MAL2 and rab17 expression routes cargo to protrusion tips. (A) Uninfected cells (a) or cells infected with pIgA-R were labeled for pIgA-R (b). Arrows mark pIgA-R present in the Golgi. (B) Cells coinfected with pIgA-R and wild-type (a and b) or mutant FPAP MAL2 (c and d) were labeled for MAL2 and pIgA-R. Arrows mark pIgA-R in MAL2 induced protrusions (a and b) or remaining at the Golgi in FPAP MAL2 expressing cells (c and d). (C) Cells coinfected with pIgA-R and wild-type (a and b) or N132I rab17 (c and d) were labeled for rab17 and pIgA-R. Arrows mark pIgA-R in rab17-induced protrusions (a and b) or remaining at the Golgi in N132I expressing cells (c and d). Bar = 10 µm. (D) Uninfected cells (a and b) or cells expressing MAL2 (c–f) were incubated at 19°C for 6 h.

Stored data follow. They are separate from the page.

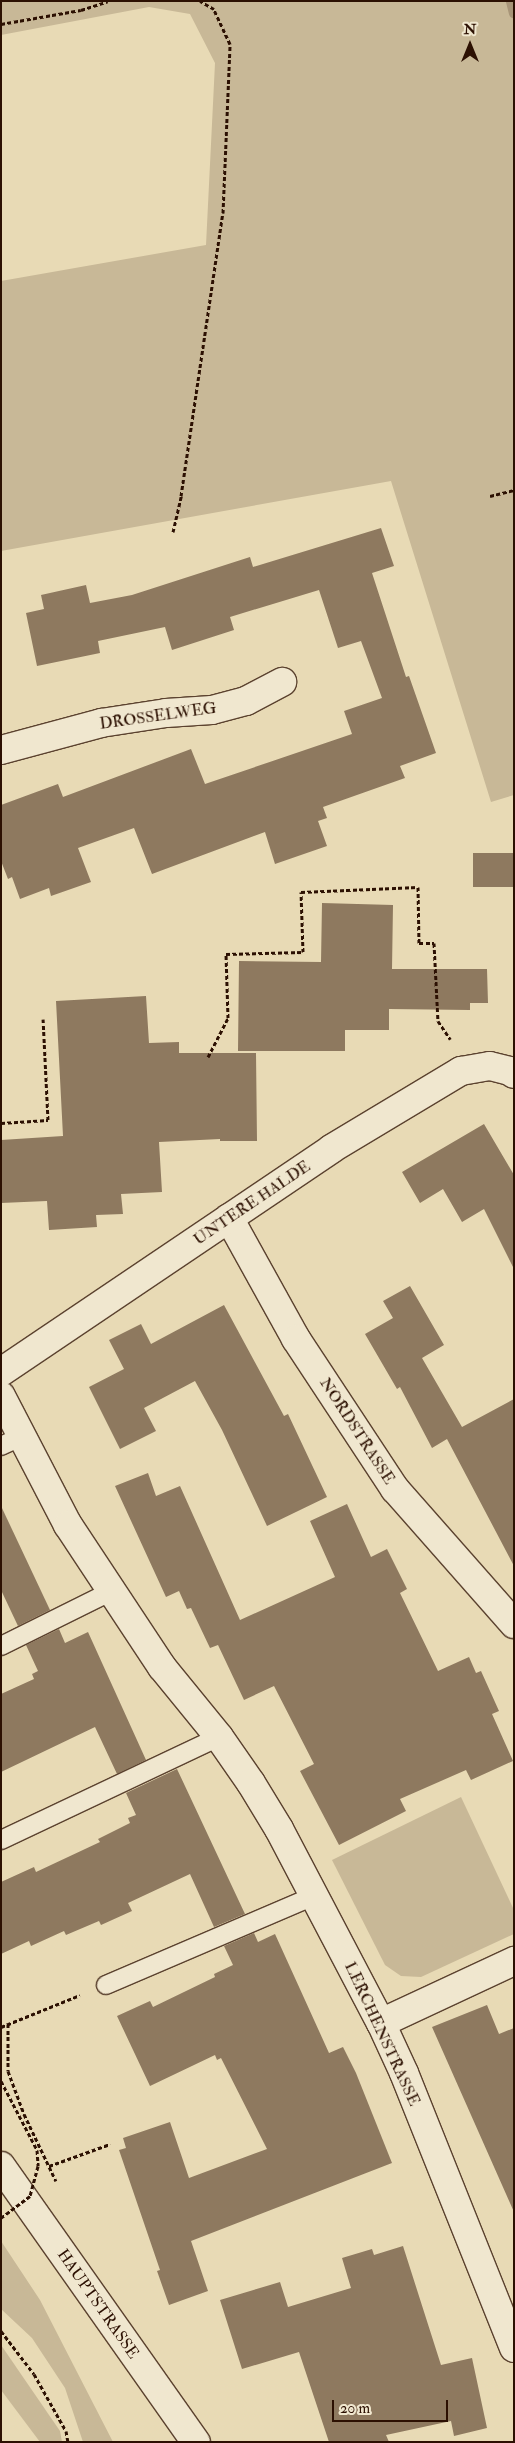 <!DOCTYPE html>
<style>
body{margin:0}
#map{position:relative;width:515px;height:2443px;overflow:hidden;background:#e8dab5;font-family:"IM FELL Double Pica",serif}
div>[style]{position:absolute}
.green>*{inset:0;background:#c8b897}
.stream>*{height:11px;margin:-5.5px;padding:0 5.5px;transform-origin:5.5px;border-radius:5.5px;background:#a89578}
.building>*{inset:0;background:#8e795f;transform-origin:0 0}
.path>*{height:3px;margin-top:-1.5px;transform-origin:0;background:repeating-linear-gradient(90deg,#2c1002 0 4px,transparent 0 6.5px)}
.roads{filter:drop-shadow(1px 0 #5b422f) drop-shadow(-1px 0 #5b422f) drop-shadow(0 1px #5b422f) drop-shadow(0 -1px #5b422f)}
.service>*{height:18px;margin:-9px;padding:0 9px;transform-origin:9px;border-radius:9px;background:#f0e7cf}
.minor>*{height:28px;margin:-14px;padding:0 14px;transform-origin:14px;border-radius:14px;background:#f0e7cf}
.secondary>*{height:28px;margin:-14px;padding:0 14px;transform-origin:14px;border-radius:14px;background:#f0e7cf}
.path-bridge>*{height:3px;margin-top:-1.5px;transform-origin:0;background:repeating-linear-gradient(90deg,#2c1002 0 4px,transparent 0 6.5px)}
span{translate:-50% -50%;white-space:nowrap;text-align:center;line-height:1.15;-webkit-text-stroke:4px #f0e7cf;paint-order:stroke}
.street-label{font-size:16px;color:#2c1002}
.frame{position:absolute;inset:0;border:2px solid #2c1002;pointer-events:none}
.north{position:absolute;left:445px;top:20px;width:50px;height:50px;-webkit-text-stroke:4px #f0e7cf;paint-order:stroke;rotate:0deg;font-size:14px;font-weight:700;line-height:20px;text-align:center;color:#2c1002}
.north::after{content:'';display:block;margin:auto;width:18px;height:22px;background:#2c1002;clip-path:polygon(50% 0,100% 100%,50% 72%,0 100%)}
.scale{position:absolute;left:332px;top:2400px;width:116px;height:22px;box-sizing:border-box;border:2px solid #2c1002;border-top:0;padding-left:6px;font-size:15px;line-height:18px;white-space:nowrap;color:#2c1002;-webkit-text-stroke:4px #f0e7cf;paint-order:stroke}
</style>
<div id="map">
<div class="green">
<div style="clip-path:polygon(1px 1px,514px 1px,514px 795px,491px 802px,391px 481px,1px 551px,1px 281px,206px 245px,215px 63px,190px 14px,149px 7px,1px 35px)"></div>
<div style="clip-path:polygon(461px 1797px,514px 1910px,514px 1934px,421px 1977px,401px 1976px,385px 1965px,332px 1860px)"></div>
<div style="clip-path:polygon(1px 2241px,40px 2300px,113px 2442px,83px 2442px,65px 2388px,32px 2338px,1px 2309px)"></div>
<div style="clip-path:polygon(1px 2345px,60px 2431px,62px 2442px,40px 2442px,1px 2390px)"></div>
</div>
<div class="stream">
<div style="left:511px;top:1px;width:12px;rotate:76deg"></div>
</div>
<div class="building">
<div style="clip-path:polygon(381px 528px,394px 566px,372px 573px,406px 677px,409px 676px,436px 753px,400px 766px,405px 778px,323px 807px,327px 818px,318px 821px,327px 846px,275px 864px,265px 832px,152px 874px,134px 828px,78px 848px,91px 882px,51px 896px,49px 888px,20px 899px,12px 877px,8px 879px,1px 861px,1px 805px,58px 784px,63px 797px,191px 749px,205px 784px,352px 734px,344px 711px,382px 698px,361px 641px,338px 648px,319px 590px,230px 617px,234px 630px,172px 650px,165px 627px,98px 641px,100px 653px,37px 666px,26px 613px,44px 609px,41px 595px,86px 585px,90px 603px,132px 595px,250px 557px,253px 567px)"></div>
<div style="left:473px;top:853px;width:41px;height:34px"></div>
<div style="clip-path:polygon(322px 903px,393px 905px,392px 969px,487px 969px,488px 1003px,470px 1003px,470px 1010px,389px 1009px,389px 1030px,345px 1030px,345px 1051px,238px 1051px,239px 961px,321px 962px)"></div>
<div style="clip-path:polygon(146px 996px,149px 1043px,179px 1042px,179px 1053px,256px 1053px,257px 1141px,220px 1141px,220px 1139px,159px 1142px,162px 1192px,121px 1194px,123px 1214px,96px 1215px,97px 1227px,49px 1230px,47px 1201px,1px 1203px,1px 1140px,63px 1136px,56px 1001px)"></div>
<div style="clip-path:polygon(484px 1124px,514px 1175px,514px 1269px,484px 1209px,462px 1222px,443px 1189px,420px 1203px,402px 1172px)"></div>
<div style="clip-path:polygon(410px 1286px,444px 1345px,422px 1358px,462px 1427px,514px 1399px,514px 1566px,447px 1439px,432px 1448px,400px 1387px,397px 1389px,365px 1334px,393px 1318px,383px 1301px)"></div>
<div style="clip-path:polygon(224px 1305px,284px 1416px,288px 1414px,327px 1497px,267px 1526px,222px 1430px,195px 1381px,144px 1408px,156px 1431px,120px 1449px,89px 1387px,124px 1369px,109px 1340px,141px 1324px,151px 1344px)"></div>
<div style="clip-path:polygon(148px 1473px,156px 1496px,180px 1486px,240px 1620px,335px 1577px,310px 1521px,347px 1504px,371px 1557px,387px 1549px,407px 1589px,400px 1593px,438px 1671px,469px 1657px,476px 1673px,481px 1671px,499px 1711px,492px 1714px,513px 1761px,471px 1780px,466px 1770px,400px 1799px,406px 1811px,339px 1845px,300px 1771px,314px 1764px,274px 1686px,244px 1700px,218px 1645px,210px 1648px,191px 1608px,187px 1609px,179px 1591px,166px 1597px,115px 1486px)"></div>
<div style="clip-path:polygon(1px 1506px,50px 1610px,18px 1626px,1px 1590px)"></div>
<div style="clip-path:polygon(59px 1629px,65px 1643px,88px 1632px,146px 1760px,117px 1774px,95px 1727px,1px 1772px,1px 1694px,34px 1679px,32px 1674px,38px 1671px,26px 1645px)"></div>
<div style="clip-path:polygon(177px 1769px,245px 1914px,214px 1927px,190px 1874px,128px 1903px,132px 1911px,101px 1925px,99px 1921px,66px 1935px,64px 1931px,31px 1946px,29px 1941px,1px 1954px,1px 1882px,34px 1867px,36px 1872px,100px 1842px,98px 1839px,130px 1823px,128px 1818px,136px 1815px,126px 1793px)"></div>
<div style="clip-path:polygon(254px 1933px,258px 1942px,275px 1934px,329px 2053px,343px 2047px,356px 2073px,392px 2163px,191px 2241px,208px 2291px,169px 2305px,157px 2271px,160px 2270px,119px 2150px,126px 2148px,123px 2138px,170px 2122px,189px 2178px,267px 2149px,221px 2058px,217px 2060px,215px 2055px,150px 2086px,117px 2016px,150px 2001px,153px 2007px,215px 1977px,214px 1974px,233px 1965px,224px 1946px)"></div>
<div style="clip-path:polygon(487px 2005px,499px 2034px,514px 2028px,514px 2212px,432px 2027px)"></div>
<div style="clip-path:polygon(403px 2246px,441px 2365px,472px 2358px,487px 2428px,454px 2436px,451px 2421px,386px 2435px,389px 2442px,329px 2442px,299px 2352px,242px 2369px,220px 2300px,280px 2282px,288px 2307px,351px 2288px,342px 2258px,372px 2249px,374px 2255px)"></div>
</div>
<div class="path">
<div style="left:1px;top:24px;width:81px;rotate:-9.9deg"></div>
<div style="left:81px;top:10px;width:28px;rotate:-18deg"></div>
<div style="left:490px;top:496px;width:25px;rotate:-14deg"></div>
<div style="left:173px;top:532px;width:37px;rotate:-77deg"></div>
<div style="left:181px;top:496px;width:286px;rotate:-81.6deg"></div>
<div style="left:223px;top:213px;width:169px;rotate:-87.6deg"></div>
<div style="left:230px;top:44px;width:38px;rotate:-115deg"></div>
<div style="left:214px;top:9px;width:16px;rotate:-150deg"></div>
<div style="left:208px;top:1057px;width:44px;rotate:-62.9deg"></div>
<div style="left:228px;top:1018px;width:64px;rotate:-91.8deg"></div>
<div style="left:226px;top:954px;width:77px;rotate:-1.5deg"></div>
<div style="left:303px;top:952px;width:60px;rotate:-91.9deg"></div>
<div style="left:301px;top:892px;width:117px;rotate:-2.4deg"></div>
<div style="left:418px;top:887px;width:56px;rotate:89deg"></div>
<div style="left:419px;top:943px;width:15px"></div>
<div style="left:434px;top:943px;width:78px;rotate:87.1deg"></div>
<div style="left:438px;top:1021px;width:22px;rotate:56deg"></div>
<div style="left:1px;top:1123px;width:47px;rotate:-3.7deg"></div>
<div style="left:48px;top:1120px;width:101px;rotate:-92.8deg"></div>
<div style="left:8px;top:2024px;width:47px;rotate:90deg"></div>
<div style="left:8px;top:2071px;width:46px;rotate:69.6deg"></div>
<div style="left:24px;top:2114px;width:74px;rotate:64.5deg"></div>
<div style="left:1px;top:2027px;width:85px;rotate:-22.1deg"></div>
<div style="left:49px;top:2166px;width:65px;rotate:-19.8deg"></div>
<div style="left:1px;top:2331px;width:54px;rotate:52.5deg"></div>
<div style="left:34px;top:2374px;width:65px;rotate:60.7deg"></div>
<div style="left:66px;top:2431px;width:11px;rotate:80deg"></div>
</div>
<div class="roads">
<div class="service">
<div style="left:1px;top:1446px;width:23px;rotate:-25deg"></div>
<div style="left:1px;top:1646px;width:124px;rotate:-26.4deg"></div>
<div style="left:1px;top:1840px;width:241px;rotate:-25.3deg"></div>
<div style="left:106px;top:1985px;width:226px;rotate:-23.2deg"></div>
</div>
<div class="minor">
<div style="left:1px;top:750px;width:104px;rotate:-15.1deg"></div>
<div style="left:101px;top:723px;width:66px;rotate:-8.7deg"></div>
<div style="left:166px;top:713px;width:46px;rotate:-3.7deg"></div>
<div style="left:212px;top:710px;width:35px;rotate:-15deg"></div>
<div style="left:246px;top:701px;width:41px;rotate:-27.8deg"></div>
<div style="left:229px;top:1218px;width:138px;rotate:61deg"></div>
<div style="left:296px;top:1339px;width:180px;rotate:56.6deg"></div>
<div style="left:395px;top:1489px;width:180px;rotate:48.6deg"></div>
<div style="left:1px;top:1372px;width:398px;rotate:-34deg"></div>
<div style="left:331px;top:1149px;width:152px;rotate:-31deg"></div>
<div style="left:461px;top:1071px;width:29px;rotate:-10deg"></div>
<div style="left:490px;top:1066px;width:21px;rotate:14deg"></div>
<div style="left:510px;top:1071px;width:5px;rotate:37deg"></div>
<div style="left:1px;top:1396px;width:145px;rotate:62.6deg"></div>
<div style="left:68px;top:1525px;width:170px;rotate:56.5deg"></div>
<div style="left:162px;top:1667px;width:90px;rotate:50.8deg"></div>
<div style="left:219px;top:1737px;width:56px;rotate:55.2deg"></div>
<div style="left:251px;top:1783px;width:54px;rotate:58.7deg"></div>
<div style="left:279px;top:1829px;width:219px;rotate:62.3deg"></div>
<div style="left:381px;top:2023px;width:55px;rotate:65.3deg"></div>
<div style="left:404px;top:2073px;width:296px;rotate:68.2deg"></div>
<div style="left:381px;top:2023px;width:147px;rotate:-25deg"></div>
</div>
<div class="secondary">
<div style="left:1px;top:2166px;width:338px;rotate:54.8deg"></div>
</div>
</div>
<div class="path-bridge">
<div style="left:1px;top:2081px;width:78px;rotate:62.4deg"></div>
<div style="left:37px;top:2150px;width:16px;rotate:86deg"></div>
<div style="left:38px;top:2166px;width:31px;rotate:105deg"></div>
<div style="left:30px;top:2196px;width:36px;rotate:143deg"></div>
</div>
<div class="street-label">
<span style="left:158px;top:716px;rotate:-8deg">DROSSELWEG</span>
<span style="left:252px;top:1203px;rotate:-34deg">UNTERE HALDE</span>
<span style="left:357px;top:1431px;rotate:57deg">NORDSTRASSE</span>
<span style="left:382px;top:2034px;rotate:65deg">LERCHENSTRASSE</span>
<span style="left:98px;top:2304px;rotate:55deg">HAUPTSTRASSE</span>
</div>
<div class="frame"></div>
<div class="north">N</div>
<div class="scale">20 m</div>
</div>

The cells were returned to 37°C for 1 h and labeled for Mena and MAL2 as indicated. Arrows mark Mena or MAL2 accumulated in the Golgi (c and e) or chased to the induced protrusions (d and f). (E) Uninfected cells (a and b) or cells expressing rab17 (c–f) were incubated at 19°C for 6 h. The cells were returned to 37°C for 1 h and labeled for α5β1 integrin or rab17 as indicated. Arrows mark α5β1 integrin (c) or rab17 accumulated in the Golgi (e) or chased to the induced protrusions (d and f).